Stored data:

________

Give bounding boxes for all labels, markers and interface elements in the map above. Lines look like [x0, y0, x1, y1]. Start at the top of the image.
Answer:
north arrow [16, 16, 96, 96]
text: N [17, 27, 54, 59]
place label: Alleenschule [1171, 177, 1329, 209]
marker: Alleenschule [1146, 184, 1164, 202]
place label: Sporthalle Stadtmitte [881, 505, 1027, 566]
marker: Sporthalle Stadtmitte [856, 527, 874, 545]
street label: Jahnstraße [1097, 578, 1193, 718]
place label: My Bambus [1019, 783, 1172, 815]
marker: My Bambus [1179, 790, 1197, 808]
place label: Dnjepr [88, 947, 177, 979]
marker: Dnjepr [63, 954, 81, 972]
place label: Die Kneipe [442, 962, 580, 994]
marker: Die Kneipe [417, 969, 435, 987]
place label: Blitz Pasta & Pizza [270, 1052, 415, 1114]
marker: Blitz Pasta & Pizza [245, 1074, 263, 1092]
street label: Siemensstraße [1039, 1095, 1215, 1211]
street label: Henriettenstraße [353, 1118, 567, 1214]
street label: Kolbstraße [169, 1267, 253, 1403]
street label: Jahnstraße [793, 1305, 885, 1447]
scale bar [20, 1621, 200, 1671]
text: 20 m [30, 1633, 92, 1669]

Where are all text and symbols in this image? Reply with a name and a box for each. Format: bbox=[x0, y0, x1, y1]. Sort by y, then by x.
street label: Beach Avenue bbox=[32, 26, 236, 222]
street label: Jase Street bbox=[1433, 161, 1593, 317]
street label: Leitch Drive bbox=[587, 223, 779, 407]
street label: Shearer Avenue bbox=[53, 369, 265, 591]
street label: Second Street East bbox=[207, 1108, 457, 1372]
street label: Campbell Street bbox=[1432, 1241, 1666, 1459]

________

▶ [What you need to do]: Return the records above in their entirety, exactly as they appear.

▶ [Exercise answer]:
Give bounding boxes for all labels, markers and interface elements in the map above. Lines look like [x0, y0, x1, y1]. Start at the top of the image.
Answer:
north arrow [16, 16, 96, 96]
text: N [17, 27, 54, 59]
place label: Alleenschule [1171, 177, 1329, 209]
marker: Alleenschule [1146, 184, 1164, 202]
place label: Sporthalle Stadtmitte [881, 505, 1027, 566]
marker: Sporthalle Stadtmitte [856, 527, 874, 545]
street label: Jahnstraße [1097, 578, 1193, 718]
place label: My Bambus [1019, 783, 1172, 815]
marker: My Bambus [1179, 790, 1197, 808]
place label: Dnjepr [88, 947, 177, 979]
marker: Dnjepr [63, 954, 81, 972]
place label: Die Kneipe [442, 962, 580, 994]
marker: Die Kneipe [417, 969, 435, 987]
place label: Blitz Pasta & Pizza [270, 1052, 415, 1114]
marker: Blitz Pasta & Pizza [245, 1074, 263, 1092]
street label: Siemensstraße [1039, 1095, 1215, 1211]
street label: Henriettenstraße [353, 1118, 567, 1214]
street label: Kolbstraße [169, 1267, 253, 1403]
street label: Jahnstraße [793, 1305, 885, 1447]
scale bar [20, 1621, 200, 1671]
text: 20 m [30, 1633, 92, 1669]

Where are all text and symbols in this image? Reply with a name and a box for each. Format: bbox=[x0, y0, x1, y1]. Sort by y, then by x.
street label: Beach Avenue bbox=[32, 26, 236, 222]
street label: Jase Street bbox=[1433, 161, 1593, 317]
street label: Leitch Drive bbox=[587, 223, 779, 407]
street label: Shearer Avenue bbox=[53, 369, 265, 591]
street label: Second Street East bbox=[207, 1108, 457, 1372]
street label: Campbell Street bbox=[1432, 1241, 1666, 1459]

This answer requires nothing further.